The improvements to the required feedstock are twofold, the first of which relating to the quality of material and the second relating to its quantity. While silicon production typically requires high-grade feedstock material, in order to limit the number of side reactions and actually produce silicon, the PUREVAP process is able to utilize low-quality feedstock. With this lower quality feedstock, the integration of a purifying step still allows HPQ to produce a higher-quality silicon product.

What this also enables HPQ to do, is use a far more reactive carbon source than other producers are able to use. This higher reactivity means HPQ can use less material to get the same result, bringing the size of its feedstock (quartz and coal) to just 4.5 MT per 1 MT of silicon. For reference, standard processes require 6 MT of feedstock (quartz, coal, and woodchips) to produce 1 MT of silicon. Not only will this improve project economics, but it will improve Scope 3 emissions as well by limiting the number of trucks required to deliver feedstock material.

Through its reduction in quality and quantity of feedstock materials, HPQ expects to reduce raw material costs by 50%, directly contributing to 20% lower operating costs. Overall, HPQ expects to be one of the cheapest producers of solar-grade silicon products, with a production cost of ~$5 - $6 per kg. For reference, silicon costs, on average, $15/kg to produce. By reducing initial CAPEX as well, HPQ aims to undercut other producers on all metrics.

While I already mentioned that HPQ expects to produce a higher-quality product than its peers, I think this is worth diving deeper into. The company estimates that standard arc furnaces are limited to 40% production of 2N+ silicon, while HPQ expects its furnaces to produce 17.9% 2N+ silicon and 90.0% 4N+ silicon. For reference, 2N+ is anything at least 99.5% pure, while 4N+ is anything at least 99.99% pure. In order to meet the SoG standards, silicon must be at least 99.9999% pure.
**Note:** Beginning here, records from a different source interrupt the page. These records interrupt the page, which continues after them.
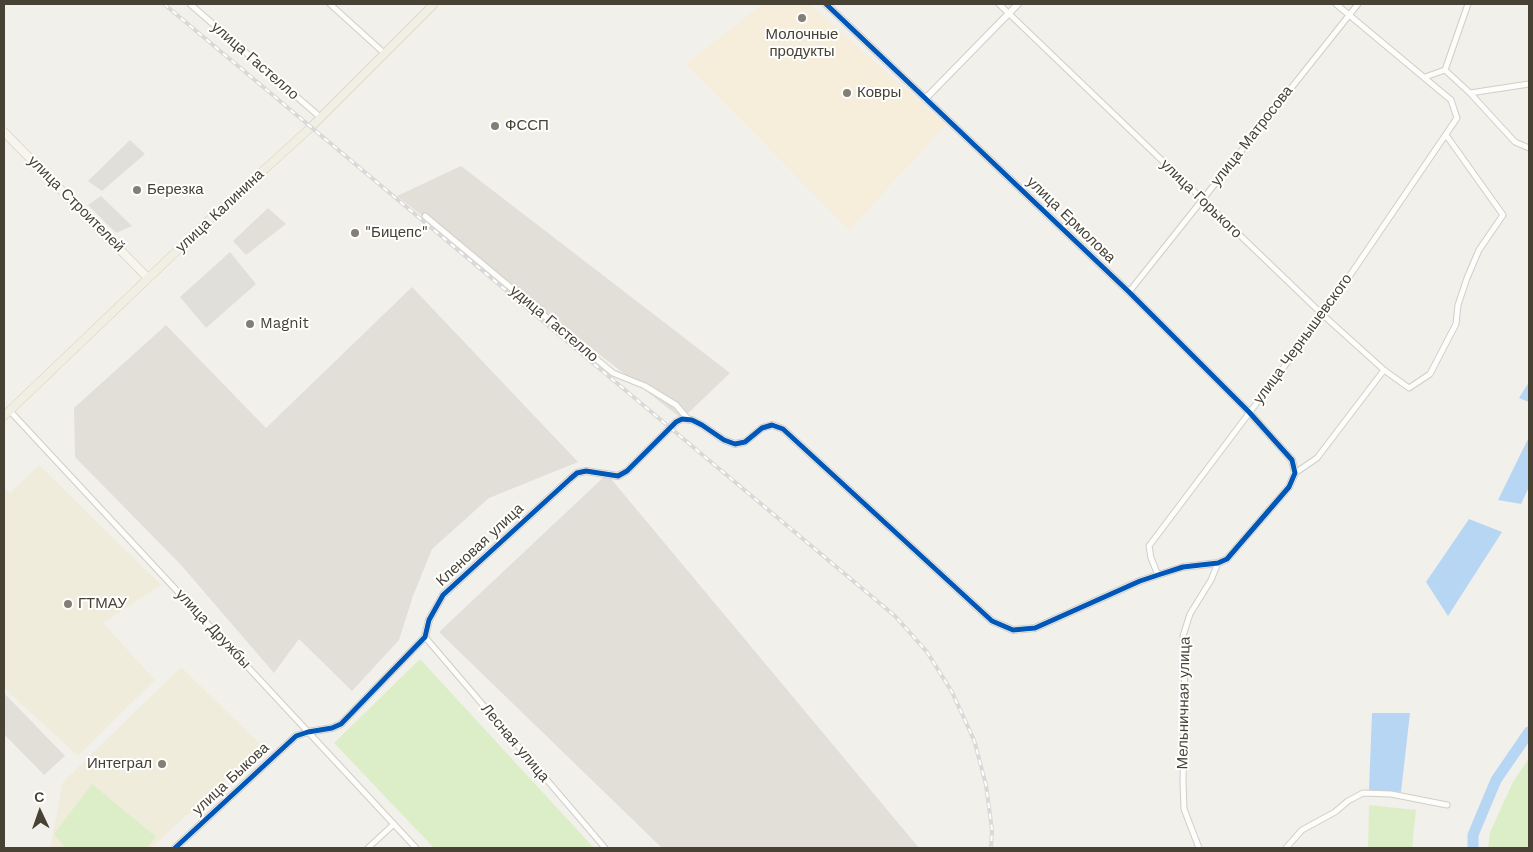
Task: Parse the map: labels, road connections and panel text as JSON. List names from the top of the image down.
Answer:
{
  "streets": {
    "main road": ["улица Строителей", "улица Калинина"],
    "street": [
      "улица Гастелло",
      "улица Матросова",
      "улица Горького",
      "улица Ермолова",
      "удица Гастелло",
      "улица Чернышевского",
      "Кленовая улица",
      "улица Дружбы",
      "Мельничная улица",
      "Лесная улица",
      "улица Быкова"
    ]
  },
  "crossings": [
    ["улица Гастелло", "улица Калинина"],
    ["улица Матросова", "улица Горького"],
    ["улица Матросова", "улица Ермолова"],
    ["улица Горького", "улица Чернышевского"],
    ["улица Строителей", "улица Калинина"],
    ["улица Калинина", "улица Дружбы"],
    ["улица Ермолова", "улица Чернышевского"],
    ["удица Гастелло", "Кленовая улица"],
    ["Кленовая улица", "улица Дружбы"],
    ["Кленовая улица", "Лесная улица"],
    ["Кленовая улица", "улица Быкова"],
    ["улица Дружбы", "улица Быкова"]
  ],
  "places": [
    "Молочные продукты",
    "Ковры",
    "ФССП",
    "Березка",
    "\"Бицепс\"",
    "Magnit",
    "ГТМАУ",
    "Интеграл"
  ],
  "north": "top"
}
One thing that remains constant between both processes, the traditional and HPQ’s, is the fairly massive energy consumption (between 12 and 13 kWh per kg of silicon). This massive energy requirement dwarfs the CO2 produced by the process itself. But, as HPQ doesn’t claim to use any less energy, it’s not immediately obvious where the claimed reduction in carbon emissions come from until we examine the source of this energy.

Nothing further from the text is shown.